§ DIRECTIONS: Below are some entries. Copy each line that holds the string "image".

╔══

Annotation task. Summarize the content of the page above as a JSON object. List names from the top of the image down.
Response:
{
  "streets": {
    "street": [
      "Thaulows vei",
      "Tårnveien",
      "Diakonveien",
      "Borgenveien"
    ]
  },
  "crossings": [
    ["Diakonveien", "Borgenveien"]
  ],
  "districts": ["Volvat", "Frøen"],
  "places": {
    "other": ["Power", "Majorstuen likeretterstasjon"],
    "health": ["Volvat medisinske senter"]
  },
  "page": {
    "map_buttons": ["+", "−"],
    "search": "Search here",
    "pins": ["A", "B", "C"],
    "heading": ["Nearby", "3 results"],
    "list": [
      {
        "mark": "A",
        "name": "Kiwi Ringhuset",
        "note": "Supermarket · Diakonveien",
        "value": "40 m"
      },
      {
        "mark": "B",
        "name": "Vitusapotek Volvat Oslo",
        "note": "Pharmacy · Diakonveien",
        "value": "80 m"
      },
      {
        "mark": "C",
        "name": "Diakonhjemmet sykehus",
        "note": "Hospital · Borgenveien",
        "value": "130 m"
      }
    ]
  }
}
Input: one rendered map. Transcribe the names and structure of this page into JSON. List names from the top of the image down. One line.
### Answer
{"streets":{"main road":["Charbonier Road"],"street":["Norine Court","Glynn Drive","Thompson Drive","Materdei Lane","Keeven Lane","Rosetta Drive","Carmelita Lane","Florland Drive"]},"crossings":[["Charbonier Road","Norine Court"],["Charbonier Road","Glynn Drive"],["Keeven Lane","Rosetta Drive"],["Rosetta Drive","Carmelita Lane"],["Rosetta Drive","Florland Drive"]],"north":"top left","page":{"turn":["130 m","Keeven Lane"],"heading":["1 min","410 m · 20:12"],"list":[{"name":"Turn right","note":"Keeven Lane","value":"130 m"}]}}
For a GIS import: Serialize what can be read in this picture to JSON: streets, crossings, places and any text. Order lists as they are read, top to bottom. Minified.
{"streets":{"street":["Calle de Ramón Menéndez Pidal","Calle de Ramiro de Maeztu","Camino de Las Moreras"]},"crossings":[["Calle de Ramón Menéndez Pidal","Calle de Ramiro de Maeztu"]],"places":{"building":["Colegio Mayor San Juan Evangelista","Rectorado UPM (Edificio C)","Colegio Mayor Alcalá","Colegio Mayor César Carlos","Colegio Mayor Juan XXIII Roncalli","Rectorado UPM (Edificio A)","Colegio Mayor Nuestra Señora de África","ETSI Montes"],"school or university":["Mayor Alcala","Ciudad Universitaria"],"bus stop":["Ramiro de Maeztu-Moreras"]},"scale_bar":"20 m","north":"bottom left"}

╚══

§ WRITTEN ANSWER:
Annotation task. Summarize the content of the page above as a JSON object. List names from the top of the image down.
Input: one rendered map. Transcribe the names and structure of this page into JSON. List names from the top of the image down. One line.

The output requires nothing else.